When guests turn into squatters, we can’t give you their room. You wouldn’t want to share a bed, would you?

Do Say

We apologize that we cannot provide your reserved room, but we can offer you a free upgrade in compensation.


Play the Editor!

Copy the writing samples with poor tone into a document and revise them to achieve a positive but appropriate tone. (Scroll down to see our advice and recommendations.)

  1. Are you fed up with getting duped by non-profits that spend more on administrative salaries than the services they claim to provide? Avoid getting scammed and give to Literacy Returns to support programs for adult literacy. 
  2. While clients seem to appreciate your thorough knowledge of our operations here, you have to improve your manners: (1) Don’t roll your eyes and slam things around when the computer is slow; (2) Listen to clients’ concerns CALMLY—do not rush them; and (3) STOP snapping your dang gum!
  3. Next week Tuesday is our Student/Parent Visitation Day—one of our most important public-relations events of the year.

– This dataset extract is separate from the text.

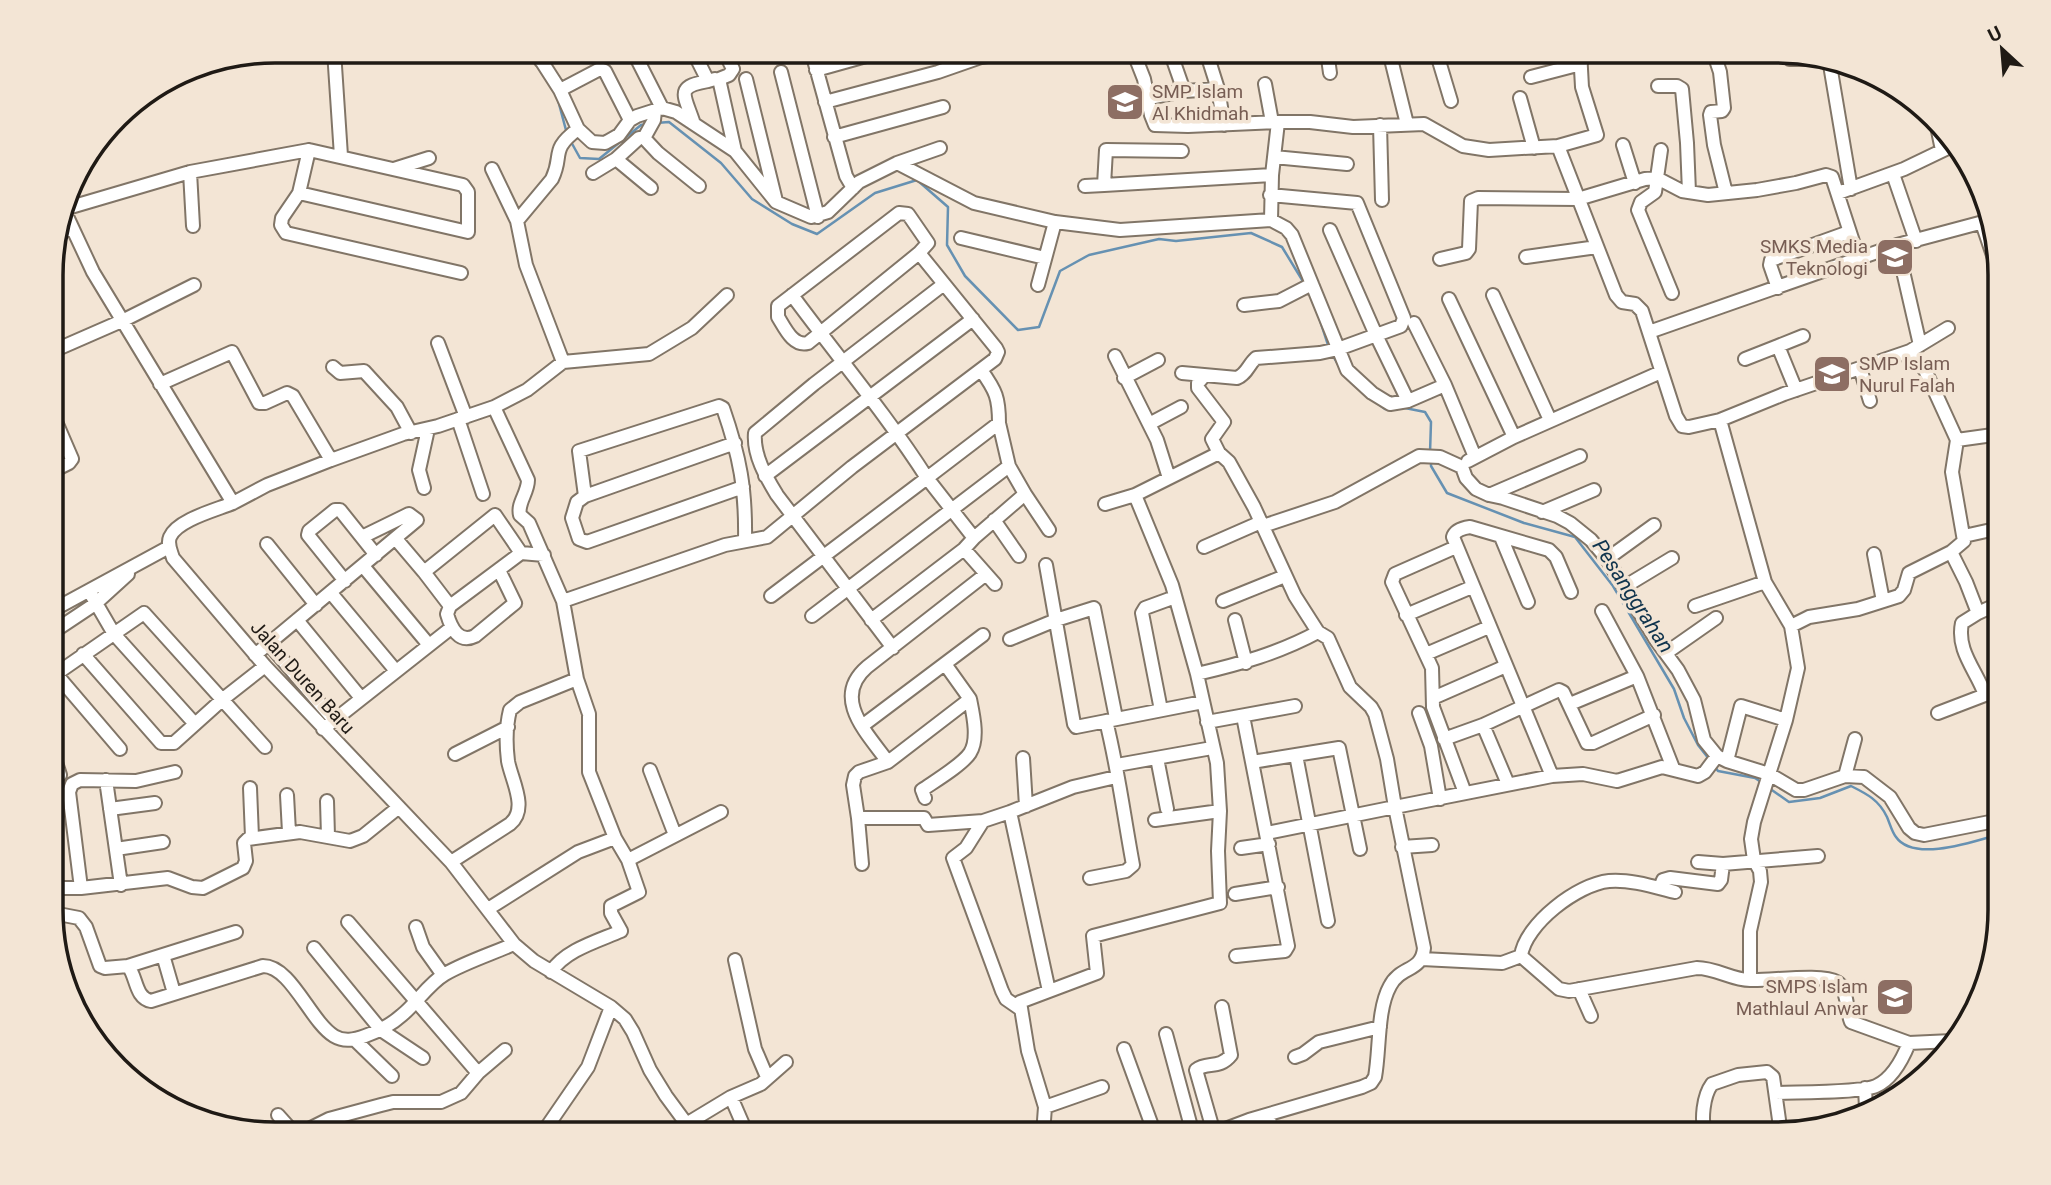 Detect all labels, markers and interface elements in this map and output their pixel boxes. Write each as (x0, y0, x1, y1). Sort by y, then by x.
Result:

DON’T FORGET to make the most of it by LOOKING SHARP, giving professional presentations, welcoming everyone, answering questions, and ENCOURAGING ENROLLMENT!!!

Get More Support

Explore your Write for Business Guide and past eTips to find more support for writing with concision, clarity, and authority.


Editor's Recommendation

1. Rather than focus on the negatives of philanthropy in general, focus on the positives of the organization and its programs:

Since 2014, your contributions have helped more than 500,000 adults develop the literacy they need to get jobs and stay healthy. With your continued support, Literacy Returns can open more adult literacy programs in underserved areas, both rural and urban. Read about our A+ CharityWatch rating to learn how your donations go directly to supporting our programs.

2. When you need to offer criticism, make it constructive by balancing the discussion of weaknesses with praise of strengths. Also, direct criticism to the topic, not personalities. Check to see if your revision achieves these goals while also avoiding ALL CAPS and other choices that "shout" at readers.

Your knowledge of operations here remains unmatched. No one is as suited to find the right answer to customer inquires as you. Remember that our customers also deserve patience and respect in our responses. Since they don't have the same insider knowledge as us, we should listen calmly and give them time to communicate their questions and concerns. In addition, please review the company policy about chewing gum while talking to customers.

3. Though this email provides helpful advice, the use of ALL CAPS and exclamation points creates a shouting tone. Removing these issues and using the word “Please” would improve the voice of this message.

Next week Tuesday is our Student/Parent Visitation Day—one of our most important public-relations events of the year. Please remember to dress well (business casual attire works), prepare a brief presentation, welcome everyone, answer questions, and encourage enrollment!